Search the material for the string "shape", then return every line where it is found.
SUPPLIED RECORDS below:
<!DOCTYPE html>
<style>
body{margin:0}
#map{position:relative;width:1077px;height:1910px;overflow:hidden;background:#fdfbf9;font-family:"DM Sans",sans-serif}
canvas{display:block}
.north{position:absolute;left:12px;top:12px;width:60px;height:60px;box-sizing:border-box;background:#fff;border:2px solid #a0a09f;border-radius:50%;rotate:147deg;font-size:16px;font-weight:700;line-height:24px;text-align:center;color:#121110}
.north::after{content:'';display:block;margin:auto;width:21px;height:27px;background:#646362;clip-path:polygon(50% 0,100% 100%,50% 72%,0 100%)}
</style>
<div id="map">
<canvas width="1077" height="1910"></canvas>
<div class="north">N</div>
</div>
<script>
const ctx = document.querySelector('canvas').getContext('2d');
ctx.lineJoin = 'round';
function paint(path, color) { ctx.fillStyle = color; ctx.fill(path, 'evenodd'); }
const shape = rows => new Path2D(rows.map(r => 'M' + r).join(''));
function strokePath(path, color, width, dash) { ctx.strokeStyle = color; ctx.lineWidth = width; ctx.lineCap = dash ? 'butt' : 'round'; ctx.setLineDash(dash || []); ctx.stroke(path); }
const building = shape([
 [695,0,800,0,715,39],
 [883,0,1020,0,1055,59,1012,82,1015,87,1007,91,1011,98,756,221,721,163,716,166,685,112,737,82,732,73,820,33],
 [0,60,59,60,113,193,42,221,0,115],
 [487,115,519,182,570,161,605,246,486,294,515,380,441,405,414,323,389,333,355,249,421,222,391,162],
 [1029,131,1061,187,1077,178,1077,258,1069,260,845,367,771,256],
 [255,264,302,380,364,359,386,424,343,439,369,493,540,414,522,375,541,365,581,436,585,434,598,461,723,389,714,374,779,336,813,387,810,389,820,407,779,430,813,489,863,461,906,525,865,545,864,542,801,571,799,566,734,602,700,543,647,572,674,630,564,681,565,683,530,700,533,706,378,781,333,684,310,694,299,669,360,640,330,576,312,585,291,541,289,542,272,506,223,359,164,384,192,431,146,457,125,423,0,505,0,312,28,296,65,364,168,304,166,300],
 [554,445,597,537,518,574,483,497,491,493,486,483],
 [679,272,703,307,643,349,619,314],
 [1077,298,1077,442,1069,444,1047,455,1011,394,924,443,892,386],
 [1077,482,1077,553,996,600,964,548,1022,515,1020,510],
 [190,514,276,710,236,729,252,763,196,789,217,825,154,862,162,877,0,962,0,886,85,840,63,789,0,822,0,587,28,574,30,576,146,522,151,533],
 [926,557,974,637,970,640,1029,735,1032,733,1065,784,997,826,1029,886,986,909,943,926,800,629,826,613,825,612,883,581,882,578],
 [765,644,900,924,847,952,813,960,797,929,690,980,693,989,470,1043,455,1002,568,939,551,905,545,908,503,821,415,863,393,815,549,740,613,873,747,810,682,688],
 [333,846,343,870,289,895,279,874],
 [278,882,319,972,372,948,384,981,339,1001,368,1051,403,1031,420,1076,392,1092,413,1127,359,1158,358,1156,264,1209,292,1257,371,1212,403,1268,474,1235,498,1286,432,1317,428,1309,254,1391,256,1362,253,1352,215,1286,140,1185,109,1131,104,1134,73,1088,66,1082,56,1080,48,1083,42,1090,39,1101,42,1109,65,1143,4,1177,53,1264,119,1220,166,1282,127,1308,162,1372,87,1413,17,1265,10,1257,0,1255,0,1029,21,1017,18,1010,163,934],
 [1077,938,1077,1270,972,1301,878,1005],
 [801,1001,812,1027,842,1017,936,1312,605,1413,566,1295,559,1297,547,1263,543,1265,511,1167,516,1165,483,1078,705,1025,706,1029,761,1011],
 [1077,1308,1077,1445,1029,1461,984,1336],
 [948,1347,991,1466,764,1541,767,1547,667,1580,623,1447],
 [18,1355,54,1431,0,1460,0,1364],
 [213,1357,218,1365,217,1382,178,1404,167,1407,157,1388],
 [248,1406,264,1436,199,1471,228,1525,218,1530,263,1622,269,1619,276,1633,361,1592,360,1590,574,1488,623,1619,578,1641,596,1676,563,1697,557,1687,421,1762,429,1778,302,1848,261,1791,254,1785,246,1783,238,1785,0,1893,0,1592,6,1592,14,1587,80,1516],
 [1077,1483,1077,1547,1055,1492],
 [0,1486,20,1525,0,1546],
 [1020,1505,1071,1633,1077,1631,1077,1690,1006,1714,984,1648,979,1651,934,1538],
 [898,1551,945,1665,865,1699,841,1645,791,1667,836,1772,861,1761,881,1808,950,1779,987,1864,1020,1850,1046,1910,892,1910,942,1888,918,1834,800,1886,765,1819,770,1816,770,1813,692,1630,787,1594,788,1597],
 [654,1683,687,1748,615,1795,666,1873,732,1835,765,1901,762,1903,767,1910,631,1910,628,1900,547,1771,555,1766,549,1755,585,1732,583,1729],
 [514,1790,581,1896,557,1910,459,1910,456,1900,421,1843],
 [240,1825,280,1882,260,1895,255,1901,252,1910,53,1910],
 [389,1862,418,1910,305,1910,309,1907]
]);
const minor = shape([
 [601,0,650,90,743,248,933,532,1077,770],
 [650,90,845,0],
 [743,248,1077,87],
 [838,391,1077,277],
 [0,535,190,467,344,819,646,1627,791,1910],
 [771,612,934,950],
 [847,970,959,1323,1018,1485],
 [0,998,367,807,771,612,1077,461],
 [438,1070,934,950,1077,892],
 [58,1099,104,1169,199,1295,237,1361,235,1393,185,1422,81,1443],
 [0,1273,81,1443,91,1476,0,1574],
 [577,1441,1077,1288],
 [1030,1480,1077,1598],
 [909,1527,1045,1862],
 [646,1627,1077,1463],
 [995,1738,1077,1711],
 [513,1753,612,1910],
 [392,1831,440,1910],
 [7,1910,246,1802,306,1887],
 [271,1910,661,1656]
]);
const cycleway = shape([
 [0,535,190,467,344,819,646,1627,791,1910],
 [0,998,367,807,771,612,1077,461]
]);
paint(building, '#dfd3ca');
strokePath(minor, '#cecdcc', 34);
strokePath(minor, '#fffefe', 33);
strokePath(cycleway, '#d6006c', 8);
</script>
End of SUPPLIED RECORDS.
_RESPONSE BOX_
const shape = rows => new Path2D(rows.map(r => 'M' + r).join(''));
const building = shape([
const minor = shape([
const cycleway = shape([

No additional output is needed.